I've a few questions since I'm designing the chassis right now (drawing some plans).

First off, I know the amplifier themselves like VERY short wiring paths. Is the same true for the power supply? I'm thinking of having the AC power come into the back of the PS, have the fuse in the back as well, but I want to have the switch in the front.

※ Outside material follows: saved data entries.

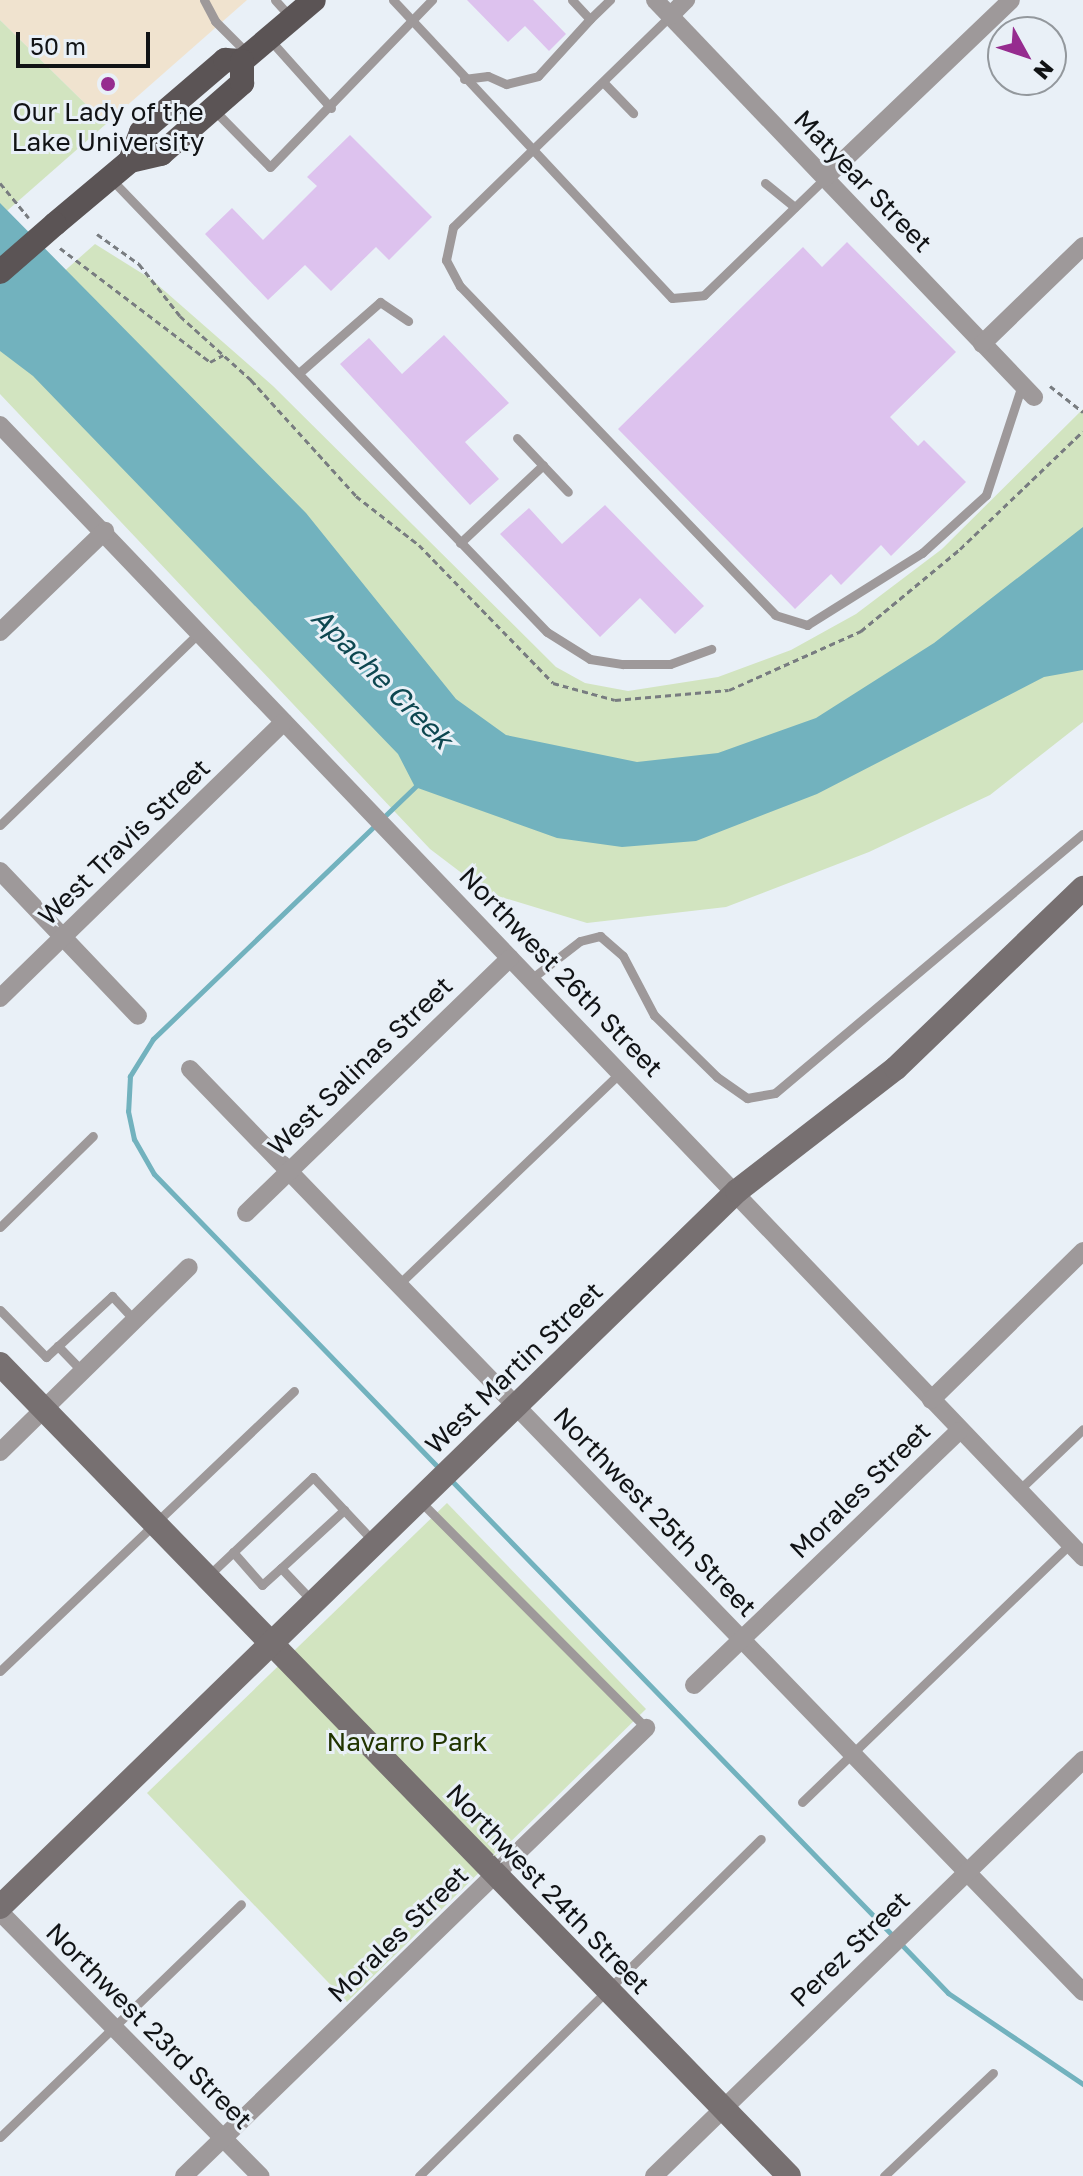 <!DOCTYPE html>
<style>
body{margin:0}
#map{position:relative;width:1083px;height:2176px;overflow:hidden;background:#e9f0f7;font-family:"Golos Text",sans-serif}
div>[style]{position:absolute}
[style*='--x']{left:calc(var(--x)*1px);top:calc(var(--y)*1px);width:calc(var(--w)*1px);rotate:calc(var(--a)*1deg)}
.education>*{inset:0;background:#f0e3cf}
.green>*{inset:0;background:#d2e4c0}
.water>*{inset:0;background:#72b2be}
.stream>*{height:5px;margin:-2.5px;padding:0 2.5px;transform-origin:2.5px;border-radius:2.5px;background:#72b2be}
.building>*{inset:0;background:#ddc2ee}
.path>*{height:3px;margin-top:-1.5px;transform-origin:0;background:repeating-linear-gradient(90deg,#787c80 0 6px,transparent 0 10px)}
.lane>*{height:9px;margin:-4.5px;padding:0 4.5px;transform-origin:4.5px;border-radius:4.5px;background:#9e999a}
.street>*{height:18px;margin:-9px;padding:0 9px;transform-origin:9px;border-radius:9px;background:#9e999a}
.secondary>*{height:24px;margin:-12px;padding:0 12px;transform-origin:12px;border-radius:12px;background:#777071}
.primary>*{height:24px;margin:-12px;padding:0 12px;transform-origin:12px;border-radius:12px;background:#5b5455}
.primary-bridge>*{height:24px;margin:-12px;padding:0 12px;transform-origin:12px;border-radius:12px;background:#5b5455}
.dots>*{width:22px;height:22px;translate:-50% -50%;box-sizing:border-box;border:4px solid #e9f0f7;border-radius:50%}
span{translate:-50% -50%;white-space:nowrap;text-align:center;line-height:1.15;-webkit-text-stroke:6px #e9f0f7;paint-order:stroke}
.poi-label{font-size:26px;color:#111315}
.street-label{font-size:26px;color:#111315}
.park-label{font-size:26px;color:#213400}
.water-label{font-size:28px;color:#0d4750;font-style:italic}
.north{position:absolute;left:987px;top:16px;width:80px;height:80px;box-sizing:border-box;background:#e9f0f7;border:2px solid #93989d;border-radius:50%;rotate:130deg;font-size:22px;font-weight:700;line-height:32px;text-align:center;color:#111315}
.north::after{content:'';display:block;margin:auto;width:28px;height:36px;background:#962c8f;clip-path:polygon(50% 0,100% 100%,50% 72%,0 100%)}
.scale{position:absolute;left:16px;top:32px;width:134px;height:36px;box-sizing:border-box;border:4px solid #111315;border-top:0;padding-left:10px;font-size:24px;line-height:28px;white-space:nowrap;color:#111315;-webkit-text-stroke:6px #e9f0f7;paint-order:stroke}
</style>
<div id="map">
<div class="education">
<div style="clip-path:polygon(0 0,247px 0,106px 124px,0 20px)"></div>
</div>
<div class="green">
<div style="clip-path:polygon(0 20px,106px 124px,0 217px)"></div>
<div style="clip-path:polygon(95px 244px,151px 279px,273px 386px,556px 667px,585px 683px,628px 691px,718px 677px,791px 650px,856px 614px,942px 549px,1083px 409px,1083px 722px,990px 795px,869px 852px,726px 907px,587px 923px,488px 893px,430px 849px,0 394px,0 328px)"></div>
<div style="clip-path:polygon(447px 1503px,646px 1709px,347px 2002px,147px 1793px)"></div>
</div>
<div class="water">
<div style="clip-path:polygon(0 203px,306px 513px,456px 699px,506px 735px,637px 762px,718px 753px,816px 718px,934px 643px,1083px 527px,1083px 670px,1044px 677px,817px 794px,696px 841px,622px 847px,557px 838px,415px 787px,398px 754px,33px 376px,0 351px)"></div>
</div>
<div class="stream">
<div style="--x:418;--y:784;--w:368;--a:136.1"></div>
<div style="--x:153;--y:1039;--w:44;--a:121.9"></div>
<div style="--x:130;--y:1076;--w:35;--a:93"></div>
<div style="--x:128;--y:1111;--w:29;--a:78"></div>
<div style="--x:134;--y:1139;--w:40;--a:60.3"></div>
<div style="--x:154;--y:1174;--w:411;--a:45.9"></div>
<div style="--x:450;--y:1479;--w:638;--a:45.89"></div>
<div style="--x:901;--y:1944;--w:68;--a:46.2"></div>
<div style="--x:948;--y:1993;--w:163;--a:34"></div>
</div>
<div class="building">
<div style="clip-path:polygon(467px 0,533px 0,566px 34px,549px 51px,525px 26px,508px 42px)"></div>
<div style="clip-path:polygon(350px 135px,432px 217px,389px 260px,376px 247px,331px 291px,305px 265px,268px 300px,205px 234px,232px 208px,263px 240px,317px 186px,307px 177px)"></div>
<div style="clip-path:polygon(847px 242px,956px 352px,890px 417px,918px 446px,924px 440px,966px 482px,891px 556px,881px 545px,841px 585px,831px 574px,795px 609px,618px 429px,803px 247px,822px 267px)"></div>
<div style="clip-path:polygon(444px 335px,509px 403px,465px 442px,499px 479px,470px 505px,340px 364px,369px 338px,402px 374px)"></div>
<div style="clip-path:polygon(605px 505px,704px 606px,675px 634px,640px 598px,600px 637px,500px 534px,529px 508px,562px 544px)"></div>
</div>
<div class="path">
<div style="--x:0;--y:183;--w:45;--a:50.4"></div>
<div style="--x:97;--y:234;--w:52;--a:35.5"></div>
<div style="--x:139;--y:264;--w:66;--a:51.7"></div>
<div style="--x:180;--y:316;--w:96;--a:42"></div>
<div style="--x:251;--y:380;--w:156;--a:47.8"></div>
<div style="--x:356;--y:496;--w:80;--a:37.9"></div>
<div style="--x:419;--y:545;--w:192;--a:45.8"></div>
<div style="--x:553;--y:683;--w:64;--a:15.3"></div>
<div style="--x:615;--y:700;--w:114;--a:-5"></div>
<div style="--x:729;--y:690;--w:145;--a:-24.1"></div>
<div style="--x:861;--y:631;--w:129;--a:-39.6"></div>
<div style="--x:960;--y:549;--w:170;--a:-43.8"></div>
<div style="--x:60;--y:248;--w:188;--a:37.2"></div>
<div style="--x:210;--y:362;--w:15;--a:-28"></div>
<div style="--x:1050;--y:386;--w:42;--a:38.2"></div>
</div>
<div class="lane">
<div style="--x:204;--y:0;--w:24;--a:62"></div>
<div style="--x:215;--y:21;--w:48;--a:45"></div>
<div style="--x:275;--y:0;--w:25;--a:48"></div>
<div style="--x:393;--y:0;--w:408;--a:46.9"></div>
<div style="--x:672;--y:298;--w:32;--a:-5"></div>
<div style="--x:704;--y:295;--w:168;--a:-44"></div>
<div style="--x:572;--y:0;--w:26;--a:47"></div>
<div style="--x:590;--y:19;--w:28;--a:-44"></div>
<div style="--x:670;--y:16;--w:303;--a:135.8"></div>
<div style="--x:453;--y:227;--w:34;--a:102"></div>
<div style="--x:446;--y:260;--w:30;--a:62"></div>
<div style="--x:460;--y:286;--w:455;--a:46.2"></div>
<div style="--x:775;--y:615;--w:34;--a:17"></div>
<div style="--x:807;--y:625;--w:136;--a:-32.1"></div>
<div style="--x:922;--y:553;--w:86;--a:-42.2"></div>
<div style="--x:986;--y:495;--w:116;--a:-71.9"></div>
<div style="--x:271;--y:41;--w:90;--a:48.2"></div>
<div style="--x:464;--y:79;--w:24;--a:-7"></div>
<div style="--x:488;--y:76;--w:20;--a:24"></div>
<div style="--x:506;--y:84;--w:33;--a:-14"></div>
<div style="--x:538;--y:76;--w:77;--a:-47.6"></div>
<div style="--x:604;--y:83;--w:42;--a:46"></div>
<div style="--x:215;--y:111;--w:78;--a:45.5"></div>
<div style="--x:270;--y:167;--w:233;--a:-45.9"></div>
<div style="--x:112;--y:180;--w:627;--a:46.1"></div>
<div style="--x:547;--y:632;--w:51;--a:32.1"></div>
<div style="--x:590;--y:659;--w:33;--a:9"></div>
<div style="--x:623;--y:664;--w:47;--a:0"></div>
<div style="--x:670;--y:664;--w:44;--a:-20.1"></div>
<div style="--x:765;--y:183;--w:38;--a:39"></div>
<div style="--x:299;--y:373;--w:108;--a:-41.2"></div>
<div style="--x:380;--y:302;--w:34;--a:34"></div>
<div style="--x:517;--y:438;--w:74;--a:46.6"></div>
<div style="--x:460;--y:543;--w:114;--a:-43.2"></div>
<div style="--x:0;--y:825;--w:277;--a:-44"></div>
<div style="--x:531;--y:979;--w:62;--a:-37.8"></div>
<div style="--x:580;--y:941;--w:21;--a:-14"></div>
<div style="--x:600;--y:936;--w:30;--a:41"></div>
<div style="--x:623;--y:956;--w:67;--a:62.3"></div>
<div style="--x:654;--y:1015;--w:88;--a:44.5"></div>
<div style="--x:717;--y:1077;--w:37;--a:35"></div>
<div style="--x:747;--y:1098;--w:28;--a:-10"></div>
<div style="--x:775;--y:1093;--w:402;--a:-40.1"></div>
<div style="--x:0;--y:1227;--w:130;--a:-44.4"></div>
<div style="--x:398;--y:1285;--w:308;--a:-43.7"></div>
<div style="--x:0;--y:1310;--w:66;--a:45.6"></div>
<div style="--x:46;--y:1357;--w:16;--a:-43"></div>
<div style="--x:82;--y:1371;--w:35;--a:-134"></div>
<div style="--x:58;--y:1346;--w:74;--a:-42.8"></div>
<div style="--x:112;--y:1296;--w:33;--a:47"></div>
<div style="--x:1019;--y:1490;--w:88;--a:-43.6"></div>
<div style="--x:421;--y:1502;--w:319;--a:45.1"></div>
<div style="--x:233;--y:1552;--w:44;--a:48.7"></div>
<div style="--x:262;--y:1585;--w:25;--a:-42"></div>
<div style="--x:281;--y:1568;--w:47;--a:46.7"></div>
<div style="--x:281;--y:1568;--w:86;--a:-42.6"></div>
<div style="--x:209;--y:1575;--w:143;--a:-43.3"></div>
<div style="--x:313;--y:1477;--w:89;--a:46.8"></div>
<div style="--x:0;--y:1671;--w:406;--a:-43.6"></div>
<div style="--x:802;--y:1802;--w:372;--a:-43.9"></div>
<div style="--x:0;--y:2137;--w:335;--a:-44"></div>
<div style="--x:419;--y:2176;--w:480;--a:-44.6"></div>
<div style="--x:884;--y:2176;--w:150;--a:-43.4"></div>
</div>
<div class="street">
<div style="--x:655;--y:0;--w:549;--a:46.33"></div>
<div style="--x:670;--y:16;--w:23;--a:-45"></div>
<div style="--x:825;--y:178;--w:257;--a:-43.7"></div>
<div style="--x:982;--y:344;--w:141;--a:-44.1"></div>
<div style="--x:0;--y:425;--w:1567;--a:46.27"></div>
<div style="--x:0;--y:632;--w:146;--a:-43.9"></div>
<div style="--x:0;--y:871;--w:200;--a:46.4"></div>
<div style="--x:0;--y:998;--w:396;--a:-44.2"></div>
<div style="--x:190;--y:1069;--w:1284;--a:45.95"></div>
<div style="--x:246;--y:1213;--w:367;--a:-44"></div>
<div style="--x:931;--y:1400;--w:213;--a:-44.4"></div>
<div style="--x:0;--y:1452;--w:264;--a:-44.4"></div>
<div style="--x:694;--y:1685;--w:367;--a:-43.8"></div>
<div style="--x:0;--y:1912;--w:371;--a:45.4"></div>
<div style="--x:184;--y:2176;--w:644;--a:-44.12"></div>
<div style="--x:654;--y:2176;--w:598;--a:-44.12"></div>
</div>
<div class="secondary">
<div style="--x:0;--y:1364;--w:1132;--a:45.82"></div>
<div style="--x:0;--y:1907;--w:1028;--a:-44.17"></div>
<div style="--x:737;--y:1191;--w:201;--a:-37.7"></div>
<div style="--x:896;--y:1068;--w:260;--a:-43.9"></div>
</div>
<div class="primary">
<div style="--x:130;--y:161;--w:31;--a:-69"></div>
<div style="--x:141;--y:132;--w:111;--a:-40.6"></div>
<div style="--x:225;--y:60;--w:17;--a:3"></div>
<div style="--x:242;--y:61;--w:94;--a:-40.3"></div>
<div style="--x:55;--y:224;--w:98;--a:-40"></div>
<div style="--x:130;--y:161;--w:32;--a:-13"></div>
<div style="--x:161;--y:154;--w:108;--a:-41.2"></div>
<div style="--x:242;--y:83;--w:22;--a:-90"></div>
</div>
<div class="primary-bridge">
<div style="--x:0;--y:272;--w:73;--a:-41.1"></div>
</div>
<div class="dots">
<div style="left:108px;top:84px;background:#962c8f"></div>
</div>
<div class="poi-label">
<span style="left:108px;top:127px">Our Lady of the<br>Lake University</span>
</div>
<div class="street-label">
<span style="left:863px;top:181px;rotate:46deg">Matyear Street</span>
<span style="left:124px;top:842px;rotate:-44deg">West Travis Street</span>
<span style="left:561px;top:972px;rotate:46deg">Northwest 26th Street</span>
<span style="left:360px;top:1066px;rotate:-44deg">West Salinas Street</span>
<span style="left:514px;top:1368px;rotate:-44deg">West Martin Street</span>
<span style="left:860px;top:1490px;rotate:-44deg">Morales Street</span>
<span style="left:655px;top:1512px;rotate:46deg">Northwest 25th Street</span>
<span style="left:548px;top:1889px;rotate:46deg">Northwest 24th Street</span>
<span style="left:398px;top:1934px;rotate:-44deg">Morales Street</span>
<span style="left:850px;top:1949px;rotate:-44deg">Perez Street</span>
<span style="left:149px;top:2026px;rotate:45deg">Northwest 23rd Street</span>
</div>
<div class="park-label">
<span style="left:407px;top:1742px">Navarro Park</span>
</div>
<div class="water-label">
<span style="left:382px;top:678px;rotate:45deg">Apache Creek</span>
</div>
<div class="north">N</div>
<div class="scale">50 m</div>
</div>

I also plan on having the transformer about in the middle, with the bridges towards back left/back right (where the DC out connections will be).

Will it be a problem that i'm running the wires from the fuse in the back, to the switch in front, to transformer in middle?

My second question is not regarding the PS, but regarding the amp itself.
Is it better that I have the V+/- DC inputs on the amp farther away from the RCA inputs and the outputs for the speaker? or does it not make a difference?

Thank You

edit: oh yeah, and will having the V+ and V- inputs farther away from the outputs (and the actual lm3875s/rest of the circuit) from the amp cause an adverse effect as opposed to having them close to the speaker outputs/the actual circuit
 
elizard said:
Will it be a problem that i'm running the wires from the fuse in the back, to the switch in front, to transformer in middle?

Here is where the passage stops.